Opinion
Case No. 1:08-cv-157.
January 29, 2009
ORDER
Adopting the R R without Objection; Affirming the Commissioner's Denial of Social Security Disability Benefits; Terminating and Closing the Case
Pursuant to 28 U.S.C. § 636 and W.D. MICH. LCIVR 72.2(b), this matter was automatically referred to the Honorable Ellen S. Carmody, United States Magistrate Judge, for a Report and Recommendation ("R R"). Magistrate Judge Carmody issued the R R on January 7, 2009.
Title 28 U.S.C. § 636(b)(1) provides, "Within ten days after being served with a copy [of an R R], any party may serve and file written objections to such proposed findings and recommendations as provided by rules of court." Likewise, Federal Rule of Civil Procedure 72 provides that "[w]ithin 10 days after being served with a copy of the recommended disposition, a party may serve and file specific, written objections to the proposed findings and recommendations." See also W.D. MICH. LCIVR 72.3(b); Deruso v. City of Detroit, 121 F. App'x 64, 66 n. 2 (6th Cir. 2005) ("The Rule requires parties to file objections to a magistrate's report and recommendation within ten days of the time the report is filed.") (citing FED. R. CIV. P. 72(a)); Rodger v. White, 1990 WL 95624, at *2 (6th Cir. July 11, 1990) ("Ordinarily, parties must file objections and exceptions to the magistrate's report within ten days of its issuance.") (citing 28 U.S.C. § 636(b)(1)).
W.D. MICH. LCIVR 5.7(d)(i)(ii), entitled Service of Electronically Filed Documents — Service on Registered Attorneys, states in pertinent part, "Consequently, service of an electronically filed document upon a registered attorney is deemed complete upon the transmission of an NEF to that attorney under subsection (i)(iv) of this rule and no certificate of service should be filed." Accordingly, the court finds that plaintiff's counsel was served with the R R on the same date that it was issued and electronically filed by the Magistrate Judge. See Swift v. Comm'r of Soc. Sec., No. 1:2007-cv-1064, 2009 WL ___, *___ (W.D. Mich. Jan. 26, 2009) (Maloney, C.J.) (applying same local rule, and finding that counsel was served with R R on the same date that the Magistrate Judge issued and e-filed it); Malik v. AT T Mobility, LLC, No. 1:2008-cv-234, 2009 WL _____, *___ (W.D. Mich. Jan. 23, 2009) (Maloney, C.J.) (applying same rule, and finding that counsel was served with adversary's motion for summary judgment on the same date that the adversary e-filed the motion).

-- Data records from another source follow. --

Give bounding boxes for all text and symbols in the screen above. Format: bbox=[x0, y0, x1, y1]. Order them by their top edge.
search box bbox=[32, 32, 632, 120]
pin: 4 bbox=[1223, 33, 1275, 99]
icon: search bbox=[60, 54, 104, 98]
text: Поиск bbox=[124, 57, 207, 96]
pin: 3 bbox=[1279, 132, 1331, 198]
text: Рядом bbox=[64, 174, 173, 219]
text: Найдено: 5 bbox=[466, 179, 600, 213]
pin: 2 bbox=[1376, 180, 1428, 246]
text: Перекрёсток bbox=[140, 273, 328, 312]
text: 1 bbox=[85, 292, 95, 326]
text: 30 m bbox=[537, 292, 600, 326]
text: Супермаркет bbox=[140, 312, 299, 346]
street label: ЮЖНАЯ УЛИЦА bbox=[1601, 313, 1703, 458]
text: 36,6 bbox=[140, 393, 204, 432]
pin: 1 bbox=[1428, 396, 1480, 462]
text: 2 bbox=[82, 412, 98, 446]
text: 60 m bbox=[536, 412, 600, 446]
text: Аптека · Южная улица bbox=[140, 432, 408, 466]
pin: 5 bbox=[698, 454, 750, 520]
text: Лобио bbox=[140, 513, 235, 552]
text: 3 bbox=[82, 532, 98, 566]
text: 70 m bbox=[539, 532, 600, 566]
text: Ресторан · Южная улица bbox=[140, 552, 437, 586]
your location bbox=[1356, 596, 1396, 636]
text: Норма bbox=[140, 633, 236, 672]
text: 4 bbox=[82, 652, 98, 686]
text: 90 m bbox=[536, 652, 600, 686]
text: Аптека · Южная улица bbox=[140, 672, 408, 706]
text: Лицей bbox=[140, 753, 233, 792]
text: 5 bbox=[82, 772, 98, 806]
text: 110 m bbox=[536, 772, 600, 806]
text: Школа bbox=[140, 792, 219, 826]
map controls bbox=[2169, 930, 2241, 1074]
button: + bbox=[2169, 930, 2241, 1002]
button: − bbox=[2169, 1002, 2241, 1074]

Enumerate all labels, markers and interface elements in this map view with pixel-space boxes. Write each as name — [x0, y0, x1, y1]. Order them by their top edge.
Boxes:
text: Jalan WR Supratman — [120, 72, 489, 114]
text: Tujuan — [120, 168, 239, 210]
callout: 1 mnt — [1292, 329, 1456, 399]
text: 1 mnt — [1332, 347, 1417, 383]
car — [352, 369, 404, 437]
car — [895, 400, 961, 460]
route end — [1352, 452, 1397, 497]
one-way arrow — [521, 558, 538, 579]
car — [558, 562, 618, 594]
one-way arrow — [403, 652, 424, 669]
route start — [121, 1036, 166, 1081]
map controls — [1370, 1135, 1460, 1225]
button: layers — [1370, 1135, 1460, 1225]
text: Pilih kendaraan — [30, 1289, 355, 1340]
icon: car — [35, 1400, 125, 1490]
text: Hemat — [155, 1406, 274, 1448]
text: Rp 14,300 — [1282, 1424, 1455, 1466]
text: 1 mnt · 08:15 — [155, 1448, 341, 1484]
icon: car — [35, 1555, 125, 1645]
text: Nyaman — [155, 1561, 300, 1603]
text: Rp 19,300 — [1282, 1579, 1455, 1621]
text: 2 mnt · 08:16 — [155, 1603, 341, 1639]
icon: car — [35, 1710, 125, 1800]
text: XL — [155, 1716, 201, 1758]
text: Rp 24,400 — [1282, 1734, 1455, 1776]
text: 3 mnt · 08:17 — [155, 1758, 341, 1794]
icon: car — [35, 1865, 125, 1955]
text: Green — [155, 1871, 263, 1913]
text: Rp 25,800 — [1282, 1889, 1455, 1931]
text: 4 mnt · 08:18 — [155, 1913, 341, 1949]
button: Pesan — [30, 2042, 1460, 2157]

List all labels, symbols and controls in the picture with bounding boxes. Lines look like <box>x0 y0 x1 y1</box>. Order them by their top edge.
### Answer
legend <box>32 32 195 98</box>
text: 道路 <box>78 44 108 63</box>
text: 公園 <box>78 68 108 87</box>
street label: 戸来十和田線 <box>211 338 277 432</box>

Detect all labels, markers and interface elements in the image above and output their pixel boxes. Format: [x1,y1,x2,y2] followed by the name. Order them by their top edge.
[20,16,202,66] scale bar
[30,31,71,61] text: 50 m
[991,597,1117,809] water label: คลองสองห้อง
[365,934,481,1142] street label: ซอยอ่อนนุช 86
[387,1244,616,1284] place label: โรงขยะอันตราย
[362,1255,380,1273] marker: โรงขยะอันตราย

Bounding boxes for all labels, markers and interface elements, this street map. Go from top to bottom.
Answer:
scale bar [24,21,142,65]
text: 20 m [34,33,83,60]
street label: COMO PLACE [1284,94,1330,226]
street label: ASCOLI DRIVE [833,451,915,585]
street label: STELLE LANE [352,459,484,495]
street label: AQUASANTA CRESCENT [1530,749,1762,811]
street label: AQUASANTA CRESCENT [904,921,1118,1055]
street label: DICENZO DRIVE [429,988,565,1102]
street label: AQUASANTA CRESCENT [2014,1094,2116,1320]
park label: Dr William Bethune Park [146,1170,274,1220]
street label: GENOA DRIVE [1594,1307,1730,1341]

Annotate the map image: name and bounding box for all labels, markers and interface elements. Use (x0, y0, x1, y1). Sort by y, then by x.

Federal Rule of Civil Procedure 6 begins, "In computing any period of time prescribed or allowed by these rules, by the local rules of any district court, by order of court, or by any applicable statute, the day of the act, event or default from which the designated period of time begins to run shall not be included." FED. R. CIV. P. 6(a). Thus, the ten-day objection period began on January 8, 2009.
Rule 6 further provides, "When the period of time prescribed or allowed is less than 11 days, intermediate Saturdays, Sundays, and legal holidays shall be excluded in the computation." FED. R. CIV. P. 6(a). Thus the court excludes Saturday, January 10, Sunday, January 11, Saturday, January 17, Sunday, January 18, and Monday, January 19 (Martin Luther King holiday).
Thus, under FED. R. CIV. P. 6 alone, the ten-day period for filing objections expired at midnight on January 22, 2009.
However, the plaintiff seems to be entitled to an extra three days because the Rules still "allow three days" for her brief to arrive at the Clerk's Office — a vestige of the times when parties filed documents by mailing or hand-delivering paper documents to the courthouse. See W.D. MICH. LCIVR 5.7(d)(i)(v), Effect on Time Computation ("The additional three days to do an act or take a proceeding after service of a document applies when service is made electronically, by virtue of FED. R. CIV. P. 6(d)."). Although this rule makes little sense in the age of electronic filing and service, see Swift, 2009 WL _____ at *___, this court is obligated to follow it until it is amended. Allowing the extra three days for "mailing", the plaintiff's objections were due on Sunday, January 25, 2009, which is treated as Monday, January 26, 2009. See FED. R. CIV. P. 6(a)(3) (when the last day of a period falls on a weekend or holiday, the deadline moves to the court's next business day). That deadline has passed, and the court need not wait further for an objection from the plaintiff.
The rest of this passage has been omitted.